Start of Data provided
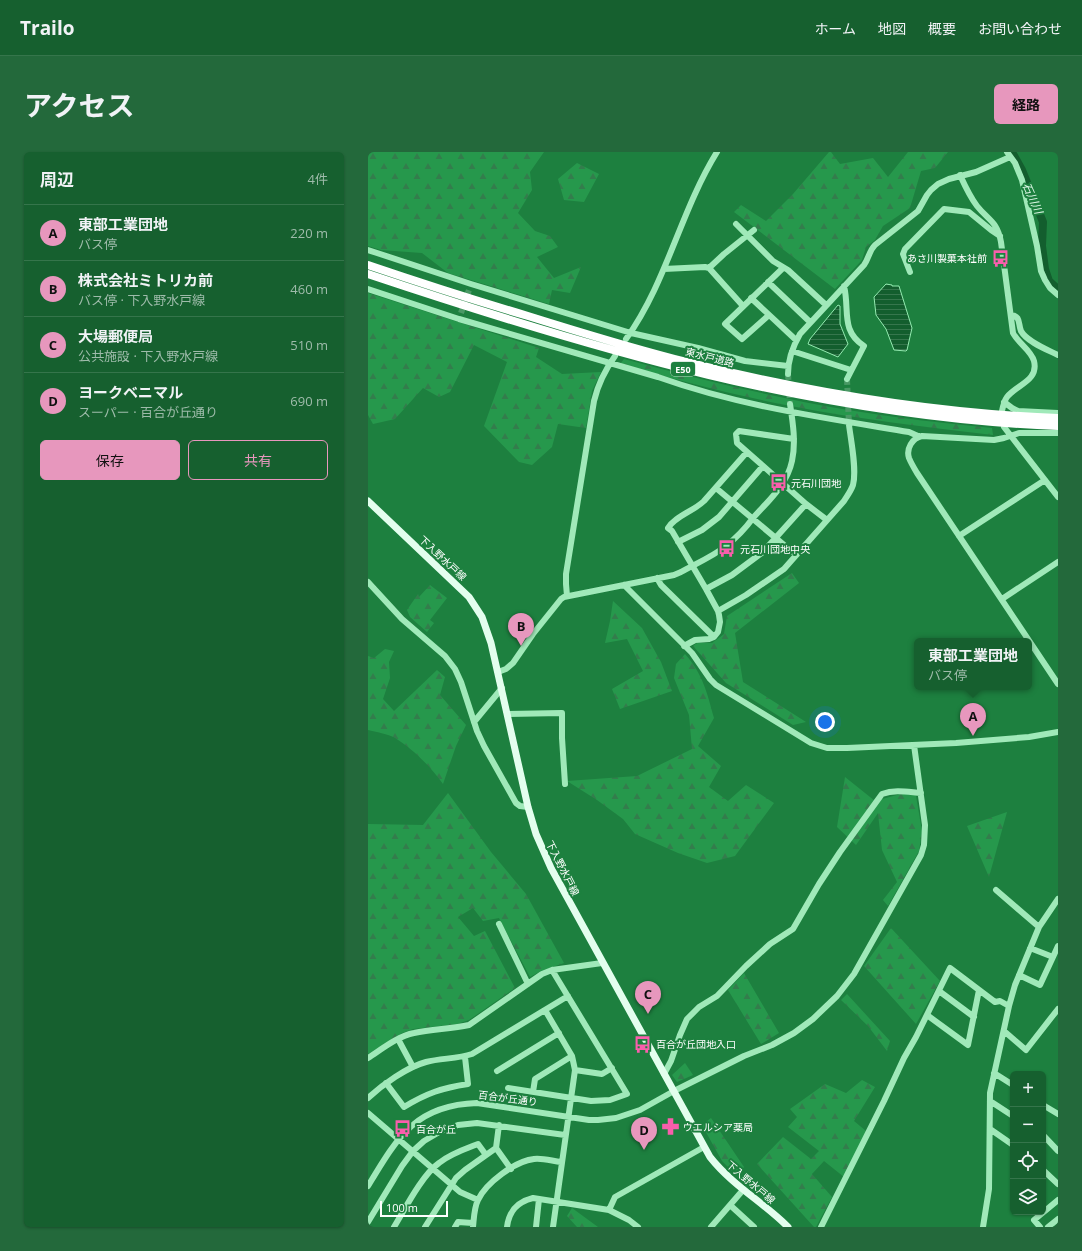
<!DOCTYPE html>
<html lang="ja">
<head>
<meta charset="utf-8">
<style>
	body { margin:0; font-family:"Open Sans","Noto Sans JP",sans-serif; background:#23693b; color:#f1f3f6 }
	.controls { position:absolute; right:12px; bottom:12px; display:grid; overflow:hidden; border-radius:6px; box-shadow:0 1px 3px #0004 }
	.controls button { width:36px; height:36px; display:grid; place-items:center; padding:0; border:0; border-bottom:1px solid #35754b; background:#16602f; color:#f1f3f6; font:20px sans-serif }
	.scale { position:absolute; left:12px; bottom:10px; width:68px; box-sizing:border-box; padding-left:4px; border:2px solid #fff; border-top:0; font-size:11px; line-height:14px; white-space:nowrap; color:#fff; -webkit-text-stroke:3px #1d803f; paint-order:stroke }
	.you { position:absolute; left:457px; top:570px; width:14px; height:14px; margin:-10px; border:3px solid #fff; border-radius:50%; background:#1a73e8; box-shadow:0 0 0 6px #1a73e833 }
	.badge { display:grid; place-items:center; width:26px; height:26px; border-radius:50%; background:#e797bd; color:#111; font-size:13px; font-weight:700 }
	.pin { position:absolute; translate:-50% -33px; filter:drop-shadow(0 1px 2px #0008) }
	.pin::after { content:''; position:absolute; top:21px; width:14px; height:12px; background:inherit; clip-path:polygon(0 0,100% 0,50% 100%) }
	.popup { position:absolute; left:546px; top:486px; width:118px; height:52px; box-sizing:border-box; display:grid; place-content:center; border-radius:6px; background:#16602f; filter:drop-shadow(0 1px 3px #0005); font-size:13px; white-space:nowrap; color:#9ebbaa }
	.popup b { font-size:15px; color:#f1f3f6 }
	.popup::after { content:''; position:absolute; left:50%; top:100%; margin-left:-8px; border:8px solid transparent; border-top-color:#16602f }
	.list { margin:0; padding:0; list-style:none }
	h2 { display:flex; justify-content:space-between; align-items:center; height:52px; margin:0; padding:0 16px; font-size:17px }
	h2 small { font-size:13px; font-weight:400; color:#9ebbaa }
	.list li { display:grid; grid-template-columns:26px 1fr auto; gap:12px; align-items:center; box-sizing:border-box; height:56px; padding:0 16px; border-top:1px solid #35754b }
	.list b { display:block; font-size:15px; white-space:nowrap }
	.list p { margin:0; font-size:13px; white-space:nowrap; color:#9ebbaa }
	.list em { font-size:13px; font-style:normal; color:#9ebbaa }
	.actions { display:flex; gap:8px; padding:12px 16px }
	.actions a { flex:1; padding:9px 0; border:1px solid #e797bd; border-radius:6px; text-align:center; font-size:14px; color:#e797bd }
	.actions .main { background:#e797bd; color:#111 }
	.icon { flex:none; width:22px; height:22px; fill:none; stroke:currentColor; stroke-width:2; stroke-linecap:round; stroke-linejoin:round }
	.map { position:relative; flex:none; width:690px; height:1075px; overflow:hidden; border-radius:6px }
	header { display:flex; align-items:center; gap:24px; box-sizing:border-box; height:56px; padding:0 20px; background:#16602f; border-bottom:1px solid #35754b }
	header strong { font-size:19px }
	nav { display:flex; gap:22px; margin-inline-start:auto; font-size:14px }
	.intro { display:flex; align-items:center; justify-content:space-between; box-sizing:border-box; height:96px; padding:0 24px }
	h1 { margin:0; font-size:28px }
	.button { padding:10px 18px; border-radius:6px; background:#e797bd; color:#111; font-size:14px; font-weight:700 }
	main { display:flex; gap:24px; padding:0 24px }
	aside { flex:1; background:#16602f; border-radius:6px; box-shadow:0 1px 3px #0004 }
	.map>svg:first-child { display:block }
	.forest { fill:url(#forest-firs) }
	.water { fill:url(#water-rules); stroke:#93ebb0 }
	.lines { fill:none; stroke-linecap:round; stroke-linejoin:round }
	.river { stroke:#135e2e; stroke-width:8 }
	.minor-tunnel { stroke:#4a9965; stroke-width:6; stroke-dasharray:6 3; stroke-linecap:butt }
	.minor { stroke:#a0e9b9; stroke-width:6 }
	.major { stroke:#e3feee; stroke-width:7 }
	.highway { stroke:#fff; stroke-width:8 }
	.labels { text-anchor:middle; dominant-baseline:central; stroke-width:4; stroke-linejoin:round; paint-order:stroke }
	.shield { fill:#1d803f; stroke:#bbd9c5; stroke-width:1 }
	.shield-label { font-size:9px; font-weight:bold; fill:#fff }
	.poi-label { font-size:10px; fill:#fff; stroke:#1d803f; text-anchor:start }
	.street-label { font-size:10px; fill:#fff; stroke:#1d803f }
	.water-label { font-size:11px; font-style:italic; fill:#e2faea; stroke:#1d803f }
</style>
</head>
<body>
<header>
<strong>Trailo</strong>
<nav><a>ホーム</a><a>地図</a><a>概要</a><a>お問い合わせ</a></nav>
</header>
<div class="intro"><h1>アクセス</h1><a class="button">経路</a></div>
<main>
<aside>
<h2>周辺<small>4件</small></h2>
<ul class="list">
<li><span class="badge">A</span><div><b>東部工業団地</b><p>バス停</p></div><em>220 m</em></li>
<li><span class="badge">B</span><div><b>株式会社ミトリカ前</b><p>バス停 · 下入野水戸線</p></div><em>460 m</em></li>
<li><span class="badge">C</span><div><b>大場郵便局</b><p>公共施設 · 下入野水戸線</p></div><em>510 m</em></li>
<li><span class="badge">D</span><div><b>ヨークベニマル</b><p>スーパー · 百合が丘通り</p></div><em>690 m</em></li>
</ul>
<div class="actions"><a class="main">保存</a><a>共有</a></div>
</aside>
<div class="map">
<svg width="690" height="1075" viewBox="0 0 690 1075">
	<defs>
		<pattern id="forest-firs" width="22" height="20" patternUnits="userSpaceOnUse"><rect width="22" height="20" fill="#26984c"/><path d="M5 1l3.5 6h-7zM16 11l3.5 6h-7z" fill="#337d4c"/></pattern>
		<pattern id="water-rules" width="6" height="5" patternUnits="userSpaceOnUse"><rect width="6" height="5" fill="#135e2e"/><path d="M0 2.5h6" fill="none" stroke="#36764d"/></pattern>
	</defs>
	<rect width="100%" height="100%" fill="#1d803f"/>
	<path class="forest" d="M 0,0 L 176,0 L 162,20 L 164,38 L 150,61 L 167,79 L 182,84 L 190,95 L 169,105 L 186,126 L 213,115 L 202,141 L 184,138 L 181,152 L 80,121 L 54,101 L 13,98 L 0,94 Z
		M 461,0 L 463,0 L 472,12 L 505,6 L 520,25 L 540,0 L 580,0 L 567,16 L 553,19 L 542,56 L 515,74 L 507,88 L 498,95 L 494,108 L 467,137 L 366,60 L 373,53 L 398,69 L 425,42 Z
		M 209,11 L 231,22 L 216,50 L 196,48 L 190,27 Z
		M 0,141 L 171,196 L 168,205 L 194,222 L 233,220 L 224,239 L 218,276 L 190,272 L 184,295 L 164,313 L 151,310 L 116,274 L 139,210 L 106,193 L 82,240 L 71,245 L 55,236 L 27,267 L 5,272 L 0,263 Z
		M 256,207 C 330,227 404,245 480,258 C 528,266 576,271 624,276 L 625,283 C 558,275 490,267 423,254 C 365,243 309,228 252,212 Z
		M 424,421 L 431,431 L 367,481 L 375,530 L 438,570 L 425,573 L 358,531 L 325,494 L 329,491 L 344,491 L 356,482 L 359,464 Z
		M 62,433 L 79,446 L 62,468 L 66,471 L 59,480 L 42,465 L 39,458 L 50,442 L 51,445 Z
		M 245,449 L 274,476 L 293,510 L 304,539 L 252,557 L 244,537 L 275,519 L 259,487 L 237,491 L 242,469 Z
		M 17,497 L 26,499 L 21,510 L 22,526 L 15,547 L 26,559 L 69,518 L 77,525 L 72,543 L 98,573 L 88,594 L 75,632 C 64,616 44,596 27,586 C 20,582 8,580 0,578 L 0,504 L 6,506 Z
		M 317,502 C 335,522 339,541 346,566 L 330,594 L 353,614 L 341,635 L 360,649 L 378,633 L 406,651 L 367,704 L 339,711 L 310,701 L 267,682 L 255,667 L 229,648 L 199,629 L 269,624 L 324,597 L 321,563 L 306,526 L 308,512 Z
		M 477,625 L 507,649 L 547,638 L 554,679 L 551,699 L 520,754 L 515,748 L 529,730 L 514,698 L 510,661 L 488,693 L 469,675 Z
		M 80,641 L 123,700 L 158,742 L 196,811 L 173,819 L 162,825 L 131,766 L 115,769 L 105,756 L 90,765 L 106,784 L 117,779 L 147,836 L 101,868 L 89,872 L 45,877 L 34,881 L 0,902 L 0,672 L 55,673 Z
		M 639,660 L 621,725 L 599,674 Z
		M 523,776 L 572,829 L 548,872 L 496,814 Z
		M 376,821 L 411,881 L 393,892 L 360,838 Z
		M 479,842 L 522,889 L 519,899 L 500,874 L 473,848 Z
		M 317,911 L 325,923 L 309,930 L 304,923 Z
		M 494,928 L 507,935 L 486,969 L 498,979 L 476,1025 L 456,1009 L 444,1022 L 464,1045 L 448,1075 L 446,1075 L 389,1012 L 415,985 L 443,1007 L 451,999 L 420,975 L 429,965 L 422,957 L 457,932 L 478,941 Z
		M 343,966 L 376,1015 L 369,1024 L 354,1009 L 334,973 Z
		M 204,1056 L 230,1075 L 209,1075 L 199,1064 Z"/>
	<path class="water" d="M 518,132 L 524,133 L 524,134 L 531,134 L 544,176 L 539,198 L 538,199 L 526,198 L 518,177 L 508,163 L 506,145 Z
		M 470,153 L 472,154 L 472,172 L 480,192 L 470,205 L 440,192 L 442,187 Z"/>
	<g class="lines">
		<path class="river" d="M 644,0 L 654,18 L 675,70 L 674,94 L 677,117 L 681,129 L 690,137"/>
		<path class="minor-tunnel" d="M 93,161 L 101,138
			M 420,222 L 422,252
			M 479,227 L 481,273"/>
		<path class="minor" d="M 639,0 L 647,11 L 654,28 L 669,94 L 673,119 L 677,128 L 682,136 L 690,143
			M 592,23 C 597,34 602,45 609,54 C 621,69 629,69 633,90 L 645,181 C 650,191 663,198 666,209 C 671,229 648,233 639,245 C 636,249 635,254 634,259
			M 368,72 L 405,109 L 420,118 L 458,153
			M 0,98 L 103,132 L 263,181 L 330,196 L 377,209 L 420,214
			M 341,116 L 356,102 L 386,78
			M 296,117 L 337,115 L 341,116 L 375,154
			M 542,120 L 535,102 L 537,97 L 576,57 L 601,60 L 623,78 L 632,84
			M 400,130 L 442,170
			M 476,134 C 482,158 472,178 496,194 L 479,227
			M 0,137 L 91,167 L 290,225 C 371,254 457,266 541,280 L 550,284
			M 383,146 L 428,188
			M 401,163 L 374,187 L 357,172 L 415,116
			M 643,163 C 653,164 650,172 653,179 C 659,190 680,198 690,203
			M 258,187 C 299,130 312,60 349,0
			M 424,199 L 483,218
			M 420,222 C 420,208 425,194 432,182 L 496,113 C 501,106 501,99 507,93 L 550,59 L 559,43 L 563,38 L 570,32 L 581,27 L 608,20 L 642,5
			M 636,250 L 644,256 L 650,259 L 690,261
			M 636,275 L 690,345
			M 690,281 L 651,281 L 636,286 L 626,288 L 554,284 C 544,286 538,297 541,306 C 543,311 546,316 549,321 L 690,532
			M 426,287 L 371,279 L 368,282 L 369,291 L 438,352 L 459,368
			M 348,336 L 428,403
			M 591,384 L 677,328
			M 310,390 L 334,378 L 351,365 L 395,314
			M 289,426 L 293,433 L 346,485
			M 0,430 L 34,467 L 77,504 L 87,517 L 93,530 L 109,579 L 116,594 L 148,651 L 152,654 L 160,655
			M 256,433 L 324,501 L 342,527 L 348,533 L 443,591 L 459,596 L 479,596 L 588,591 L 661,585 L 690,580
			M 338,437 L 364,423 L 395,400 L 438,352
			M 199,444 L 198,432 L 198,422 L 226,249 C 230,232 237,218 247,204
			M 634,447 L 690,410
			M 350,459 L 378,443 L 416,417 L 476,349 C 479,344 483,339 485,333 C 489,318 483,289 481,273
			M 316,494 L 327,488 L 341,487 L 346,485 L 350,480 L 352,470 L 351,463 L 350,459 L 338,437 L 304,379 L 300,376 C 307,364 326,359 336,349 L 379,300
			M 130,520 L 138,517 L 145,511 L 165,482 L 193,447 L 196,445 L 306,423 L 313,420 C 327,412 344,405 358,394 C 368,386 377,377 385,366 C 400,349 419,333 424,309 C 428,291 425,271 422,252
			M 139,562 L 194,561 L 194,586 L 197,632
			M 106,570 L 134,536
			M 628,738 L 671,775
			M 131,772 L 160,832
			M 685,805 L 690,794
			M 651,823 L 672,833 L 685,805 L 662,796
			M 571,839 L 606,865
			M 177,858 L 201,899 L 204,904 L 207,918 L 185,1075
			M 559,863 L 600,893 L 611,838
			M 636,879 L 658,898 L 690,857
			M 30,887 L 45,915
			M 0,906 C 14,897 30,884 46,881 C 65,877 83,877 101,873 L 174,822 L 184,818 L 234,811
			M 207,918 L 234,922 L 244,916
			M 129,919 L 191,881
			M 626,921 L 645,933
			M 296,922 L 303,909 L 312,883 L 319,867 L 331,855 L 349,844 L 378,814 L 402,792 L 425,777 L 451,732 L 472,700 L 514,642 C 527,637 540,640 553,641
			M 18,931 L 36,955 C 59,941 74,936 100,932 L 97,905
			M 140,936 L 223,949 L 242,948 L 259,942 L 184,818
			M 165,940 L 167,927 L 204,904
			M 0,946 C 14,933 39,915 58,910 C 73,906 89,907 104,902 L 200,844
			M 622,949 L 645,964
			M 675,953 L 690,962
			M 0,961 L 92,1040 L 110,1048
			M 131,973 L 128,996 L 143,1017
			M 622,977 L 645,993
			M 675,983 L 690,999
			M 675,1018 L 690,1032
			M 0,1034 C 29,986 47,953 109,951 L 221,968 L 230,968 L 248,966 L 272,958 L 306,939 L 376,904 L 404,893 L 426,881 L 445,867 L 469,844 L 486,822 L 553,703 L 556,693 L 557,673 L 546,593
			M 362,1053 L 386,1075
			M 241,1058 L 247,1045 L 336,995
			M 0,1070 L 34,1014 L 45,999 L 56,989 L 73,979 L 90,973 L 109,971 L 197,983
			M 26,1075 C 37,1057 54,1023 71,1011 C 82,1002 97,997 110,992 L 118,1003
			M 57,1075 L 88,1026 L 97,1018 L 128,996
			M 87,1075 L 90,1070 L 105,1071
			M 105,1075 C 106,1066 106,1056 110,1048 C 118,1031 147,1009 166,1007 C 175,1006 184,1009 193,1010
			M 139,1075 C 141,1059 149,1050 165,1046 L 241,1058 L 261,1068 L 270,1075
			M 168,1075 L 171,1047
			M 343,1075 L 375,1038
			M 453,1075 L 516,949 L 536,906 L 548,885 L 582,816 L 627,850 L 632,849 L 641,854
			M 615,1075 L 621,1037 L 622,941 L 641,854 L 647,833 L 671,775 L 690,747
			M 672,1075 L 666,1068 L 690,1048
			M 680,1075 L 690,1067"/>
		<path class="major" d="M 0,349 L 101,445 L 114,465 L 123,491 L 160,655 L 168,682 L 183,716 L 342,1005 C 364,1033 395,1050 420,1075"/>
		<path class="highway" d="M 0,113 C 53,131 106,148 160,164 C 208,179 257,194 307,207 C 433,239 560,261 690,266
			M 0,122 C 224,197 453,265 690,274"/>
	</g>
	<defs>
		<symbol id="bus-bare" viewBox="-9 -9 18 18"><path d="M-5-6H5V4H4V6H2V4H-2V6H-4V4H-5ZM-3.5-4V0h7V-4ZM-3.5 1.2v1.5H-2V1.2ZM2 1.2v1.5H3.5V1.2Z" fill="#f95eac" stroke="#1d803f" stroke-width="2.5" paint-order="stroke"/></symbol>
		<symbol id="pharmacy-bare" viewBox="-9 -9 18 18"><path d="M-2-6h4v4h4v4h-4v4h-4v-4h-4v-4h4Z" fill="#f95eac" stroke="#1d803f" stroke-width="2.5" paint-order="stroke"/></symbol>
	</defs>
	<g fill-rule="evenodd">
		<use href="#bus-bare" x="620" y="94" width="25" height="25"/>
		<use href="#bus-bare" x="398" y="318" width="25" height="25"/>
		<use href="#bus-bare" x="346" y="384" width="25" height="25"/>
		<use href="#bus-bare" x="262" y="880" width="25" height="25"/>
		<use href="#pharmacy-bare" x="290" y="962" width="25" height="25"/>
		<use href="#bus-bare" x="22" y="964" width="25" height="25"/>
	</g>
	<g class="labels">
		<rect class="shield" x="303" y="210" width="24" height="14" rx="3"/>
		<g class="shield-label">
			<text x="315" y="217">E50</text>
		</g>
		<g class="poi-label">
			<text x="619" y="106" text-anchor="end">あさ川製菓本社前</text>
			<text x="423" y="331">元石川団地</text>
			<text x="372" y="397">元石川団地中央</text>
			<text x="288" y="892">百合が丘団地入口</text>
			<text x="315" y="975">ウエルシア薬局</text>
			<text x="48" y="977">百合が丘</text>
		</g>
		<g class="street-label">
			<text transform="translate(342 205) rotate(14)">東水戸道路</text>
			<text transform="translate(75 406) rotate(43)">下入野水戸線</text>
			<text transform="translate(195 716) rotate(63)">下入野水戸線</text>
			<text transform="translate(140 946) rotate(7)">百合が丘通り</text>
			<text transform="translate(383 1030) rotate(40)">下入野水戸線</text>
		</g>
		<g class="water-label">
			<text transform="translate(665 46) rotate(66)">石川川</text>
		</g>
	</g>
</svg>
<div class="controls">
<button>+</button>
<button>−</button>
<button><svg class="icon" aria-label="locate" viewBox="0 0 24 24"><circle cx="12" cy="12" r="6"/><path d="M12 2v4M12 18v4M2 12h4M18 12h4"/></svg></button>
<button><svg class="icon" aria-label="layers" viewBox="0 0 24 24"><path d="M12 4l9 5-9 5-9-5zM3 14l9 5 9-5"/></svg></button>
</div>
<div class="scale">100 m</div>
<div class="you"></div>
<div class="pin badge" style="left:605px;top:584px">A</div>
<div class="popup"><b>東部工業団地</b>バス停</div>
<div class="pin badge" style="left:153px;top:494px">B</div>
<div class="pin badge" style="left:280px;top:862px">C</div>
<div class="pin badge" style="left:276px;top:998px">D</div>
</div>
</main>
</body>
</html>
End of Data provided
▸ About this task: Lines of the listing above that contain the word "after" must all be copied.

▸ Solved problem:
	.pin::after { content:''; position:absolute; top:21px; width:14px; height:12px; background:inherit; clip-path:polygon(0 0,100% 0,50% 100%) }
	.popup::after { content:''; position:absolute; left:50%; top:100%; margin-left:-8px; border:8px solid transparent; border-top-color:#16602f }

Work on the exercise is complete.